Non-GAAP Financial Measures
We define EBITDA as net income (loss) attributable to NGL Energy Partners LP, plus interest expense, income tax expense (benefit), and depreciation and amortization expense. We define Adjusted EBITDA as EBITDA excluding net unrealized gains and losses on derivatives, lower of cost or net realizable value adjustments, gains and losses on disposal or impairment of assets, gains and losses on early extinguishment of liabilities, equity-based compensation expense, revaluation of liabilities and other. EBITDA and Adjusted EBITDA should not be considered as alternatives to net income, income before income taxes, cash flows from operating activities, or any other measure of financial performance calculated in accordance with GAAP, as those items are used to measure operating performance, liquidity or the ability to service debt obligations. We believe that EBITDA provides additional information to investors for evaluating our ability to make quarterly distributions to our unitholders and is presented solely as a supplemental measure. We believe that Adjusted EBITDA provides additional information to investors for evaluating our financial performance without regard to our financing methods, capital structure and historical cost basis. Further, EBITDA and Adjusted EBITDA, as we define them, may not be comparable to EBITDA, Adjusted EBITDA, or similarly titled measures used by other entities.

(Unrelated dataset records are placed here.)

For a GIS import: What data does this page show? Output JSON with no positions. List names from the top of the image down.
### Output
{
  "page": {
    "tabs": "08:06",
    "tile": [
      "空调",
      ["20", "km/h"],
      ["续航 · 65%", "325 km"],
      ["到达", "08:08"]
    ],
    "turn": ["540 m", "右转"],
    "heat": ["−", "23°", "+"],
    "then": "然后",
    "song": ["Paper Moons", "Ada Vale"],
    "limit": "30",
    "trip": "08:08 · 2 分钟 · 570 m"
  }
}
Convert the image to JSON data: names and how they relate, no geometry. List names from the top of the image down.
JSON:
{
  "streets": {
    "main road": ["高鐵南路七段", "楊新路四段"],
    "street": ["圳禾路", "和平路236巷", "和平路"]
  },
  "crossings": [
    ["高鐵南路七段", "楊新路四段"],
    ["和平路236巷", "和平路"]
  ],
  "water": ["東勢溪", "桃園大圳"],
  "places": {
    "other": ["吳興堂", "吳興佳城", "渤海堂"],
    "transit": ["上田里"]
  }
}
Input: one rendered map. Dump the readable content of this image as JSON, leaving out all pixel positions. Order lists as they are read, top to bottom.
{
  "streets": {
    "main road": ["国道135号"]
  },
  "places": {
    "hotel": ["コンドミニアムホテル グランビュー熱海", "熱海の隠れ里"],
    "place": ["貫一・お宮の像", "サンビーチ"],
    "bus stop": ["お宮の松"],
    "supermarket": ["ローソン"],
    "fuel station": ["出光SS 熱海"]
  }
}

For purposes of our Adjusted EBITDA calculation, we make a distinction between realized and unrealized gains and losses on derivatives. During the period when a derivative contract is open, we record changes in the fair value of the derivative as an unrealized gain or loss. When a derivative contract matures or is settled, we reverse the previously recorded unrealized gain or loss and record a realized gain or loss. In our Crude Oil Logistics segment, we purchase certain crude oil barrels using the West Texas Intermediate (“WTI”) calendar month average (“CMA”) price and sell the crude oil barrels using the WTI CMA price plus the Argus CMA Differential Roll Component (“CMA Differential Roll”) per our contracts. To eliminate the volatility of the CMA Differential Roll, we entered into derivative instrument positions in January 2021 to secure a margin of approximately $0.20 per barrel on 1.5 million barrels per month from May 2021 through December 2023. Due to the nature of these positions, the cash flow and earnings recognized on a GAAP basis differed from period to period depending on the current crude oil price and future estimated crude oil price which were valued utilizing third-party market quoted prices. We recognized in Adjusted EBITDA the gains and losses from the derivative instrument positions entered into in January 2021 to properly align with the physical margin we hedged each month through the term of this transaction. This representation aligns with management’s evaluation of the transaction. The derivative instrument positions we entered into related to the CMA Differential Roll expired as of December 31, 2023, and we have not entered into any new derivative instrument positions related to the CMA Differential Roll.
As previously reported, for purposes of our Adjusted EBITDA calculation, we did not draw a distinction between realized and unrealized gains and losses on derivatives of certain businesses within our Liquids Logistics segment. The primary hedging strategy of these businesses is to hedge against the risk of declines in the value of inventory over the course of the contract cycle, and many of the hedges cover extended periods of time. The “inventory valuation adjustment” row in the reconciliation table reflects the difference between the market value of the inventory of these businesses at the balance sheet date and its cost. We include this in Adjusted EBITDA because the unrealized gains and losses for derivative contracts associated with the inventory of this segment, which are intended primarily to hedge inventory holding risk and are included in net income, also affect Adjusted EBITDA. Beginning April 1, 2024, and going forward, we will now be drawing a distinction between realized and unrealized gains and losses on derivatives and will no longer include the activity on the “inventory valuation adjustment” row in the reconciliation table for these certain businesses within our Liquids Logistics segment. This change aligns with how management now views and evaluates the transactions within these businesses and is also consistent with the calculation of Adjusted EBITDA used in our other businesses. If this change was made as of April 1, 2023, Adjusted EBITDA for the three months and nine months ended December 31, 2023 would have been $149.9 million and $461.8 million, respectively.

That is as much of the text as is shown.